Music can be a lonely thing – even for you, these songs have existed just in your own head or in the studio for a long time. To give people the freedom to physically react to it is also to take away some of that loneliness. 

It’s a space where I want people to feel they can just push themselves a little bit. I feel like sometimes dancing just actually takes away the stress. I was so stressed a few days ago and I turned on the speaker, and I turned to Tom, my partner. I was like, “I’m gonna put on some dubstep!” [laughs] We were just listening to, I don’t know, Flux Pavilion and all the old dubstep artists that I remember listening to, and just shaking every part of your body. And I felt so happy afterwards. I was like, “This is the answer!” And sometimes we forget that, you know? Sometimes we forget that we’re straining ourselves by staying still, or our posture – there’s muscles that we’re tensing that we don’t realize because of how stressed we are.
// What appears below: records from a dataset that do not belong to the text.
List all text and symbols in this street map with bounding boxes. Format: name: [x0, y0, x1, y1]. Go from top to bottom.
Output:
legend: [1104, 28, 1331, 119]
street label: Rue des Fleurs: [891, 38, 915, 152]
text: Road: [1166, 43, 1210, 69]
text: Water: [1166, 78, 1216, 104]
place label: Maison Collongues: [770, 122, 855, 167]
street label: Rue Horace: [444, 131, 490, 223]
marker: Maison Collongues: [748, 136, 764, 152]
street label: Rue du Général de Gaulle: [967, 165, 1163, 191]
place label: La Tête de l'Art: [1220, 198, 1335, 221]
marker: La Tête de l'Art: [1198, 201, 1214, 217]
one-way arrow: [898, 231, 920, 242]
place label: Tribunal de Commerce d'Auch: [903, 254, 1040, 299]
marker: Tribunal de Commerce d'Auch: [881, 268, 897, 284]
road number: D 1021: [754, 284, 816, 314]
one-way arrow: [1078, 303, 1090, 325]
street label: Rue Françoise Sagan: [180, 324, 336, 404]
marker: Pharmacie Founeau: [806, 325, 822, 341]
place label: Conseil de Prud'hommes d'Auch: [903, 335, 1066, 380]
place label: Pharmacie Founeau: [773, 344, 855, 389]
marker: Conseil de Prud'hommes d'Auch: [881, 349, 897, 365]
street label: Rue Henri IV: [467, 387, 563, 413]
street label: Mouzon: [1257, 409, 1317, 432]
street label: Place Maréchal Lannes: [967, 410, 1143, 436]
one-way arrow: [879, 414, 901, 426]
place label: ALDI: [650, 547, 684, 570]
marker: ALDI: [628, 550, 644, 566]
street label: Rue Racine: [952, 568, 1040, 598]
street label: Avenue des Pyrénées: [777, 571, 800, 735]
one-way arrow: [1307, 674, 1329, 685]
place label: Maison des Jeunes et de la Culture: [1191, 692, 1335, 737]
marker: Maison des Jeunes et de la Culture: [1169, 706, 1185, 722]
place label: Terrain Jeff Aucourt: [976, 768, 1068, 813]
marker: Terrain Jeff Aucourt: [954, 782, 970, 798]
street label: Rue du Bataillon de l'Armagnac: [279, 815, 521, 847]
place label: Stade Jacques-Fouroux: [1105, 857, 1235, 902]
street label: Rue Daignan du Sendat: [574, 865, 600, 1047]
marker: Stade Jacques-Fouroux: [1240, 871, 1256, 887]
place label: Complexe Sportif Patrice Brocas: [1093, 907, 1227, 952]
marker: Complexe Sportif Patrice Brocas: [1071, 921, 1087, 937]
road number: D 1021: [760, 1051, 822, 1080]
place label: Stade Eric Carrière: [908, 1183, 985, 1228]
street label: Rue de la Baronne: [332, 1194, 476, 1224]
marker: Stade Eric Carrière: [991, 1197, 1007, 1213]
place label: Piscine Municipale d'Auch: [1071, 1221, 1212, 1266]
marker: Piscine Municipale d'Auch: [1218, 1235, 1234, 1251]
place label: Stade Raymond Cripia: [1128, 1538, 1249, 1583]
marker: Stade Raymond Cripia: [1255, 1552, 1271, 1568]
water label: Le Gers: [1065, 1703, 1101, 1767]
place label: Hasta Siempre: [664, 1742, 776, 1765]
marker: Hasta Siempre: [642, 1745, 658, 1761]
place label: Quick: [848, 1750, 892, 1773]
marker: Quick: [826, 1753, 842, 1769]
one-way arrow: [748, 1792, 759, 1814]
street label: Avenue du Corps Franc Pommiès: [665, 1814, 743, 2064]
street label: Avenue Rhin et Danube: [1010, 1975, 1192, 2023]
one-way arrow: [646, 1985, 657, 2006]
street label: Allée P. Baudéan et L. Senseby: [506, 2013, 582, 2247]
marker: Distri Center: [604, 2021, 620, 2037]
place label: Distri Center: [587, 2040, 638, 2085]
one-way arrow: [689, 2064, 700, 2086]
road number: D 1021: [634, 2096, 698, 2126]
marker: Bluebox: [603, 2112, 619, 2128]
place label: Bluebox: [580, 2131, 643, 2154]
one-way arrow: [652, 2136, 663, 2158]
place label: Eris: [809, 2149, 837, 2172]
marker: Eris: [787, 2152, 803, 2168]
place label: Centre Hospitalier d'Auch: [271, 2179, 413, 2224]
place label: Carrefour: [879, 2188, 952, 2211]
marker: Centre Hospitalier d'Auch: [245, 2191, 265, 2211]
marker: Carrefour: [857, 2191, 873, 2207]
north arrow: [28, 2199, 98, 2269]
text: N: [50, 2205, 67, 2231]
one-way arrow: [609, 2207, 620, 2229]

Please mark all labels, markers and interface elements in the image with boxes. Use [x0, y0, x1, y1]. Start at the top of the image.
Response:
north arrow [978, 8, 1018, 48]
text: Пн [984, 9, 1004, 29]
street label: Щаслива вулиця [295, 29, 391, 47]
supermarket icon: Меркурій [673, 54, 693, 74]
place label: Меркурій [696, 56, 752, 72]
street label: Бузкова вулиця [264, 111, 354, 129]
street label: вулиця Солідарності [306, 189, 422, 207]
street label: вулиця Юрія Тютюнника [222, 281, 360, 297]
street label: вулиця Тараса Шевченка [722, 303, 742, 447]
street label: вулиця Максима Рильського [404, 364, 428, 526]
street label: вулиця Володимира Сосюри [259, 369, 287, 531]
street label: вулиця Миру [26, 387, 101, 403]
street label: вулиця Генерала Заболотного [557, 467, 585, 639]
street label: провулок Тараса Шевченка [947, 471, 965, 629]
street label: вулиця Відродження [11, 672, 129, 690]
But when you dance, you’re letting them go.

Is there anything else you’d like to share or comment?

I have a comment which I put quotes in: “There is no pleasing those who are adult and know it. But those who are young won’t fail to show appreciation.” That’s from Faust. I love that quote so much because if you’re an adult and you think you know everything, and there’s no more for you to know, you won’t appreciate as much as a youthful mind would – a mind that’s a sponge. People think that your mind stops taking in things because you’ve turned a certain age. No, that’s just you being aware of that. Sometimes, when you’re too aware of thinking that you’re an adult, you’re not going to appreciate the small things around you and the beauty and the pain that you need to come to terms with.


Heartworms’ Glutton for Punishment is out now via Speedy Wunderground.

This interview has been edited and condensed for clarity and length.